***** Input material *****
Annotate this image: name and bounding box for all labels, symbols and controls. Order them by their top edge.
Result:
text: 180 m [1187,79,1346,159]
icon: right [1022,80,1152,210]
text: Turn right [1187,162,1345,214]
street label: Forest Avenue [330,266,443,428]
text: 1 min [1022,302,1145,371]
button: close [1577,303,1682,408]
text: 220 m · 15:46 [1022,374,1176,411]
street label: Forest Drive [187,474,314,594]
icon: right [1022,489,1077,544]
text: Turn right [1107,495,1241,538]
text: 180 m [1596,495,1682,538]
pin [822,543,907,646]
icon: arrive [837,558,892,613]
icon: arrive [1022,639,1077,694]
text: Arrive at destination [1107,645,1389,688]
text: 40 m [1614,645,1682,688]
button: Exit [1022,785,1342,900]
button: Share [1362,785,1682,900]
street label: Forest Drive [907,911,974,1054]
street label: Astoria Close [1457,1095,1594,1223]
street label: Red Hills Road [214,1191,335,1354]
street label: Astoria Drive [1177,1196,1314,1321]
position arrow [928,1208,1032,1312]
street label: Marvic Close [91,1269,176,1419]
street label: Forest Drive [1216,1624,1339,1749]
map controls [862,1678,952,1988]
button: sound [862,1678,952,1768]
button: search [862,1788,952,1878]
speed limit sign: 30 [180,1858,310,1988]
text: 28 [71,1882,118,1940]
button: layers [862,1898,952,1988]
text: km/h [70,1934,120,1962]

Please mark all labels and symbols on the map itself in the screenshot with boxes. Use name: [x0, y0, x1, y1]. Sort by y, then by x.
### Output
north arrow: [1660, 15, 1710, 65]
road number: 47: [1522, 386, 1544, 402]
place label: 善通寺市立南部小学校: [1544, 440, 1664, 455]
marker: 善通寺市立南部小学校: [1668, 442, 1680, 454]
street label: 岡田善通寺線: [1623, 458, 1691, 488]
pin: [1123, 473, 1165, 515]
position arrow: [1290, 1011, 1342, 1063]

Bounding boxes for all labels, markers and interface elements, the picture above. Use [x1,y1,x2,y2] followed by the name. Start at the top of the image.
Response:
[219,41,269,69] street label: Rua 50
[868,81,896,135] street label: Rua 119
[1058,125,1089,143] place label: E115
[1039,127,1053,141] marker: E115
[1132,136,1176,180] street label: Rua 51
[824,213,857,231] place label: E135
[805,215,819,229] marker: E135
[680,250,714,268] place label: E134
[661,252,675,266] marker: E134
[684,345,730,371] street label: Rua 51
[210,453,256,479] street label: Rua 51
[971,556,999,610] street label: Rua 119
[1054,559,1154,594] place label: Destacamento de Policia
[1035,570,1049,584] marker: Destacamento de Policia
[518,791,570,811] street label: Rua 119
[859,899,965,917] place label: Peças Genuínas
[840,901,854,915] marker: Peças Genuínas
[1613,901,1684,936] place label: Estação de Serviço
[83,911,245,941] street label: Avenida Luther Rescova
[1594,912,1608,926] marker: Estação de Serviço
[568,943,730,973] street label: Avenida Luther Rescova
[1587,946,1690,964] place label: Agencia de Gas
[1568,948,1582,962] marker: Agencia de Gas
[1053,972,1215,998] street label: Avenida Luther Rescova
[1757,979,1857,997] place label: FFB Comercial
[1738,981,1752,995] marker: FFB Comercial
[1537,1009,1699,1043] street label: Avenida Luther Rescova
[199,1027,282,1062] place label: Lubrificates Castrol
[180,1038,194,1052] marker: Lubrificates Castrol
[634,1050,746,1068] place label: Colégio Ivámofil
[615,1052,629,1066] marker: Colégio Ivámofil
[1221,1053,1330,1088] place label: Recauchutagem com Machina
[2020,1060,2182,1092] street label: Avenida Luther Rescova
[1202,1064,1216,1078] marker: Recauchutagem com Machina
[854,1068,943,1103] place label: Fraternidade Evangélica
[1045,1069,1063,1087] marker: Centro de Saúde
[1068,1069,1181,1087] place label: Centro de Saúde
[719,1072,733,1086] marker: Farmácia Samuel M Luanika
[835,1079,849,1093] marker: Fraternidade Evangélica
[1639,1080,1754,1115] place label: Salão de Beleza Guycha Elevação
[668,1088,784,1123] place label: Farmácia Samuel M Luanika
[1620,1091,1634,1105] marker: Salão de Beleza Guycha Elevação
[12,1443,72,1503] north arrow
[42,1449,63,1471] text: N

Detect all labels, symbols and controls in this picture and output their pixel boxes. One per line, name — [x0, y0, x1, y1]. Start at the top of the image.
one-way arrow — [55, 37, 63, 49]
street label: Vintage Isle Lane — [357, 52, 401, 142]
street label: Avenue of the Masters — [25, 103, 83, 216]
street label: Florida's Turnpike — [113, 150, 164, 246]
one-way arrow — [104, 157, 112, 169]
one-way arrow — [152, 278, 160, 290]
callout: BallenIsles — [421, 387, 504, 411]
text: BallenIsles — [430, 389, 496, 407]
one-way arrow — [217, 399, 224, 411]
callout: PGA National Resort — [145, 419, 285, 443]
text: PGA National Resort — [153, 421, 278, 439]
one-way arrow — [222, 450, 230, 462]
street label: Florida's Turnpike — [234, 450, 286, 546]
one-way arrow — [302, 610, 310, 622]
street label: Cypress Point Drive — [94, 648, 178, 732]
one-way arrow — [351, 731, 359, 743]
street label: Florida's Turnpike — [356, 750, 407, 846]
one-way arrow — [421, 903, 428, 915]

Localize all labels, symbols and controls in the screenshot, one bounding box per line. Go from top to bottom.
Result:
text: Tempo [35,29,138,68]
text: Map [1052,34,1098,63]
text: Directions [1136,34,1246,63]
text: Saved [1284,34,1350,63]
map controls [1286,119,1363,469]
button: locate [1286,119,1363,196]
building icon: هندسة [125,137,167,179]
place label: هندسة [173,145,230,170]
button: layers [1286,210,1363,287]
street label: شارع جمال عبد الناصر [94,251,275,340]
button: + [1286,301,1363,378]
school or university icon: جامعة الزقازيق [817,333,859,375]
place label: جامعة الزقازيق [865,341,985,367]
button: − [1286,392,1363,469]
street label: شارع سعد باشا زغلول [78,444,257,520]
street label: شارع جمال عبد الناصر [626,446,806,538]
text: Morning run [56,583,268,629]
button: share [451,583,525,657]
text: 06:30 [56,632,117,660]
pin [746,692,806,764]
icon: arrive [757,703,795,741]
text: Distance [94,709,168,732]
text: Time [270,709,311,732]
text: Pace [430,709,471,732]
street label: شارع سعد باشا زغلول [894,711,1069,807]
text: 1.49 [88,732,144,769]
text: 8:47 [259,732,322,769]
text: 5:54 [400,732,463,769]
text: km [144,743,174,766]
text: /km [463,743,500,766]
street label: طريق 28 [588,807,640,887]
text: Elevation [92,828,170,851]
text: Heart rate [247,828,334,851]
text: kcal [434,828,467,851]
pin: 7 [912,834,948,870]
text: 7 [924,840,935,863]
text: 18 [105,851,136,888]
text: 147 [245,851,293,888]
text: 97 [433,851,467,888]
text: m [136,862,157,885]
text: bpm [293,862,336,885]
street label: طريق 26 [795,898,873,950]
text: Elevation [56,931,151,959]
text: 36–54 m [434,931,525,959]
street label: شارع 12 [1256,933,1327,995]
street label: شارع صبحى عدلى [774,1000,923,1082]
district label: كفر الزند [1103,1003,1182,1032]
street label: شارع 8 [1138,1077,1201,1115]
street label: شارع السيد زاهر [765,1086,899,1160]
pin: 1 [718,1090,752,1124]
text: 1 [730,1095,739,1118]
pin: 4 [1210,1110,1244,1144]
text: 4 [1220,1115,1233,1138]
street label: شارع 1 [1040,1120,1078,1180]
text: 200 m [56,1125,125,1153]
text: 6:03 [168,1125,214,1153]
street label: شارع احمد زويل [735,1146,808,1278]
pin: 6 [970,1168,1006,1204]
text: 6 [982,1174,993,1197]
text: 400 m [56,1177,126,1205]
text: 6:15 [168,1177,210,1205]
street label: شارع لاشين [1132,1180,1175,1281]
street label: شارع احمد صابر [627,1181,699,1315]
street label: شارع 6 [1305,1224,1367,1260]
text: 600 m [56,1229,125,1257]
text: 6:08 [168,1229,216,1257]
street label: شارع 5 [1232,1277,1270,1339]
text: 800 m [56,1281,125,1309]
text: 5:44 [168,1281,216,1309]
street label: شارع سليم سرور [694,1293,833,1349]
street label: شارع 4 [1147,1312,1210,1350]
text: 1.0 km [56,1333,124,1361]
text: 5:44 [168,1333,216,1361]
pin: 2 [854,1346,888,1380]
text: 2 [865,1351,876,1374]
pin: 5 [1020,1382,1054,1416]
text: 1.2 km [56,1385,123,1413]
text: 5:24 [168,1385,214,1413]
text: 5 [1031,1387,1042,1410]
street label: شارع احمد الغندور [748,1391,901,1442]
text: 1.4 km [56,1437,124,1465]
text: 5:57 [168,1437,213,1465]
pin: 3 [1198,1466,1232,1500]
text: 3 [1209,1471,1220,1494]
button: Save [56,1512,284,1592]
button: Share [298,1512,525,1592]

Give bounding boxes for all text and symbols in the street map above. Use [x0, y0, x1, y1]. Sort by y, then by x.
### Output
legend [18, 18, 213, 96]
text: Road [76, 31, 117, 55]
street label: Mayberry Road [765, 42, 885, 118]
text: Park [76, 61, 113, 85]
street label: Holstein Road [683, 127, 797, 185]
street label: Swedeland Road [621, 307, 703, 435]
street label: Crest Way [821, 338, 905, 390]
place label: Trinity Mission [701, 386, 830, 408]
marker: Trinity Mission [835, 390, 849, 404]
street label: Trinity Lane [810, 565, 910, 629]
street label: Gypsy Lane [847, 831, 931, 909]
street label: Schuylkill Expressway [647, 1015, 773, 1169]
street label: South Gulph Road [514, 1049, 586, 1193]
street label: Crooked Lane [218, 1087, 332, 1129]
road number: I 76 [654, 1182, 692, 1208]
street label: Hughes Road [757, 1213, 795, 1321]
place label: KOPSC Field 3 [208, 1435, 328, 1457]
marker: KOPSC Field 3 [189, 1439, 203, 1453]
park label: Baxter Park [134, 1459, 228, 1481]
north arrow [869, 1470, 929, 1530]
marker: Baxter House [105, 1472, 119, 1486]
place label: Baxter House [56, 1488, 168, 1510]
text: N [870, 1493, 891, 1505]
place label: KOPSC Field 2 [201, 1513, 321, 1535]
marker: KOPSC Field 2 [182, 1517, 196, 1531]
*****
Every line from the one containing "Give bounding boxes" through the final line of the data above is to be restated word for word, and nothing more.

Exercise solution:
Give bounding boxes for all text and symbols in the street map above. Use [x0, y0, x1, y1]. Sort by y, then by x.
### Output
legend [18, 18, 213, 96]
text: Road [76, 31, 117, 55]
street label: Mayberry Road [765, 42, 885, 118]
text: Park [76, 61, 113, 85]
street label: Holstein Road [683, 127, 797, 185]
street label: Swedeland Road [621, 307, 703, 435]
street label: Crest Way [821, 338, 905, 390]
place label: Trinity Mission [701, 386, 830, 408]
marker: Trinity Mission [835, 390, 849, 404]
street label: Trinity Lane [810, 565, 910, 629]
street label: Gypsy Lane [847, 831, 931, 909]
street label: Schuylkill Expressway [647, 1015, 773, 1169]
street label: South Gulph Road [514, 1049, 586, 1193]
street label: Crooked Lane [218, 1087, 332, 1129]
road number: I 76 [654, 1182, 692, 1208]
street label: Hughes Road [757, 1213, 795, 1321]
place label: KOPSC Field 3 [208, 1435, 328, 1457]
marker: KOPSC Field 3 [189, 1439, 203, 1453]
park label: Baxter Park [134, 1459, 228, 1481]
north arrow [869, 1470, 929, 1530]
marker: Baxter House [105, 1472, 119, 1486]
place label: Baxter House [56, 1488, 168, 1510]
text: N [870, 1493, 891, 1505]
place label: KOPSC Field 2 [201, 1513, 321, 1535]
marker: KOPSC Field 2 [182, 1517, 196, 1531]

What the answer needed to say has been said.